Exercise prompt - Give back all of the data exactly.

Dataset section -
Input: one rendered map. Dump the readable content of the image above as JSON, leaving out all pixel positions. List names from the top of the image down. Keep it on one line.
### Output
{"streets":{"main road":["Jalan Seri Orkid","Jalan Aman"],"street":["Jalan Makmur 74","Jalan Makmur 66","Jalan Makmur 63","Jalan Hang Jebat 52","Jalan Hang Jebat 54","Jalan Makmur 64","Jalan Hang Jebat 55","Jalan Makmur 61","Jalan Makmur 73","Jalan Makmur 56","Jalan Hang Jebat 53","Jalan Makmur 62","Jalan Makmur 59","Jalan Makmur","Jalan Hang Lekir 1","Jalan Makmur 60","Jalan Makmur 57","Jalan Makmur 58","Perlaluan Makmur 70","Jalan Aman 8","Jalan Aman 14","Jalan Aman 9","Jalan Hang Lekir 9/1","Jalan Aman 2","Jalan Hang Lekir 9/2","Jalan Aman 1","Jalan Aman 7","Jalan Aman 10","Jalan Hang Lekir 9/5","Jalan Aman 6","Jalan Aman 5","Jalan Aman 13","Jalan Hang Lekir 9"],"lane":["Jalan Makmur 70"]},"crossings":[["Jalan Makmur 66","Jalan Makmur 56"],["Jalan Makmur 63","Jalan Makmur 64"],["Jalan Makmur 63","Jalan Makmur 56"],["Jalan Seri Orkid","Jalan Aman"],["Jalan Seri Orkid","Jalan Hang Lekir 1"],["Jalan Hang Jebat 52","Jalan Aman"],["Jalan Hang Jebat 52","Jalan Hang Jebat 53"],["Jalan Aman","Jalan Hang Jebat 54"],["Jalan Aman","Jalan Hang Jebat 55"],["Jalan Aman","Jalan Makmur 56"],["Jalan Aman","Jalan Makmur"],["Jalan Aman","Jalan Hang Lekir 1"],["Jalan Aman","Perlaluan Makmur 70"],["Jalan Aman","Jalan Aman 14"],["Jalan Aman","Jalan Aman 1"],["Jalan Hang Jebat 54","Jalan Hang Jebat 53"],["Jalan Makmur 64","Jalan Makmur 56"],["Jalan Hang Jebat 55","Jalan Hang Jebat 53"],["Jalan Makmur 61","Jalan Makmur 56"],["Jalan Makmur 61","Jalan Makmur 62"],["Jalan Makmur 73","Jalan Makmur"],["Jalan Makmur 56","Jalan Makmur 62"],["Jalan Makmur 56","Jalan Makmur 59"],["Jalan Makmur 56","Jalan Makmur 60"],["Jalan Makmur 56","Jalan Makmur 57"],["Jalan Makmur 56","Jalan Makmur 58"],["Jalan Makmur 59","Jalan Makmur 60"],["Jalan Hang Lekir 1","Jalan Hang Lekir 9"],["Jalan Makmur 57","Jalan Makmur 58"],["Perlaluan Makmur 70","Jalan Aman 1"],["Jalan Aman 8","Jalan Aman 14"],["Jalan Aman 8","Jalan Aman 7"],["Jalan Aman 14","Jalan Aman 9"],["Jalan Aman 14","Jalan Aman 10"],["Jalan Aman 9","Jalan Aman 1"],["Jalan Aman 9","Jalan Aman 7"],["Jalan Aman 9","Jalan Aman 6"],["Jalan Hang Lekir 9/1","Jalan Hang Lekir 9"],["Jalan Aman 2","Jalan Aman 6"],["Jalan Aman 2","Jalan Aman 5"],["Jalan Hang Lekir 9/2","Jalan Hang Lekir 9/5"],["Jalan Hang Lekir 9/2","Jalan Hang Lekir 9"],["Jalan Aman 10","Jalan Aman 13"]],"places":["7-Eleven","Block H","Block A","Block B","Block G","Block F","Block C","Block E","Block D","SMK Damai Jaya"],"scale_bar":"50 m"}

Answer below -
Input: one rendered map. Dump the readable content of the image above as JSON, leaving out all pixel positions. List names from the top of the image down. Keep it on one line.
### Output
{"streets":{"main road":["Jalan Seri Orkid","Jalan Aman"],"street":["Jalan Makmur 74","Jalan Makmur 66","Jalan Makmur 63","Jalan Hang Jebat 52","Jalan Hang Jebat 54","Jalan Makmur 64","Jalan Hang Jebat 55","Jalan Makmur 61","Jalan Makmur 73","Jalan Makmur 56","Jalan Hang Jebat 53","Jalan Makmur 62","Jalan Makmur 59","Jalan Makmur","Jalan Hang Lekir 1","Jalan Makmur 60","Jalan Makmur 57","Jalan Makmur 58","Perlaluan Makmur 70","Jalan Aman 8","Jalan Aman 14","Jalan Aman 9","Jalan Hang Lekir 9/1","Jalan Aman 2","Jalan Hang Lekir 9/2","Jalan Aman 1","Jalan Aman 7","Jalan Aman 10","Jalan Hang Lekir 9/5","Jalan Aman 6","Jalan Aman 5","Jalan Aman 13","Jalan Hang Lekir 9"],"lane":["Jalan Makmur 70"]},"crossings":[["Jalan Makmur 66","Jalan Makmur 56"],["Jalan Makmur 63","Jalan Makmur 64"],["Jalan Makmur 63","Jalan Makmur 56"],["Jalan Seri Orkid","Jalan Aman"],["Jalan Seri Orkid","Jalan Hang Lekir 1"],["Jalan Hang Jebat 52","Jalan Aman"],["Jalan Hang Jebat 52","Jalan Hang Jebat 53"],["Jalan Aman","Jalan Hang Jebat 54"],["Jalan Aman","Jalan Hang Jebat 55"],["Jalan Aman","Jalan Makmur 56"],["Jalan Aman","Jalan Makmur"],["Jalan Aman","Jalan Hang Lekir 1"],["Jalan Aman","Perlaluan Makmur 70"],["Jalan Aman","Jalan Aman 14"],["Jalan Aman","Jalan Aman 1"],["Jalan Hang Jebat 54","Jalan Hang Jebat 53"],["Jalan Makmur 64","Jalan Makmur 56"],["Jalan Hang Jebat 55","Jalan Hang Jebat 53"],["Jalan Makmur 61","Jalan Makmur 56"],["Jalan Makmur 61","Jalan Makmur 62"],["Jalan Makmur 73","Jalan Makmur"],["Jalan Makmur 56","Jalan Makmur 62"],["Jalan Makmur 56","Jalan Makmur 59"],["Jalan Makmur 56","Jalan Makmur 60"],["Jalan Makmur 56","Jalan Makmur 57"],["Jalan Makmur 56","Jalan Makmur 58"],["Jalan Makmur 59","Jalan Makmur 60"],["Jalan Hang Lekir 1","Jalan Hang Lekir 9"],["Jalan Makmur 57","Jalan Makmur 58"],["Perlaluan Makmur 70","Jalan Aman 1"],["Jalan Aman 8","Jalan Aman 14"],["Jalan Aman 8","Jalan Aman 7"],["Jalan Aman 14","Jalan Aman 9"],["Jalan Aman 14","Jalan Aman 10"],["Jalan Aman 9","Jalan Aman 1"],["Jalan Aman 9","Jalan Aman 7"],["Jalan Aman 9","Jalan Aman 6"],["Jalan Hang Lekir 9/1","Jalan Hang Lekir 9"],["Jalan Aman 2","Jalan Aman 6"],["Jalan Aman 2","Jalan Aman 5"],["Jalan Hang Lekir 9/2","Jalan Hang Lekir 9/5"],["Jalan Hang Lekir 9/2","Jalan Hang Lekir 9"],["Jalan Aman 10","Jalan Aman 13"]],"places":["7-Eleven","Block H","Block A","Block B","Block G","Block F","Block C","Block E","Block D","SMK Damai Jaya"],"scale_bar":"50 m"}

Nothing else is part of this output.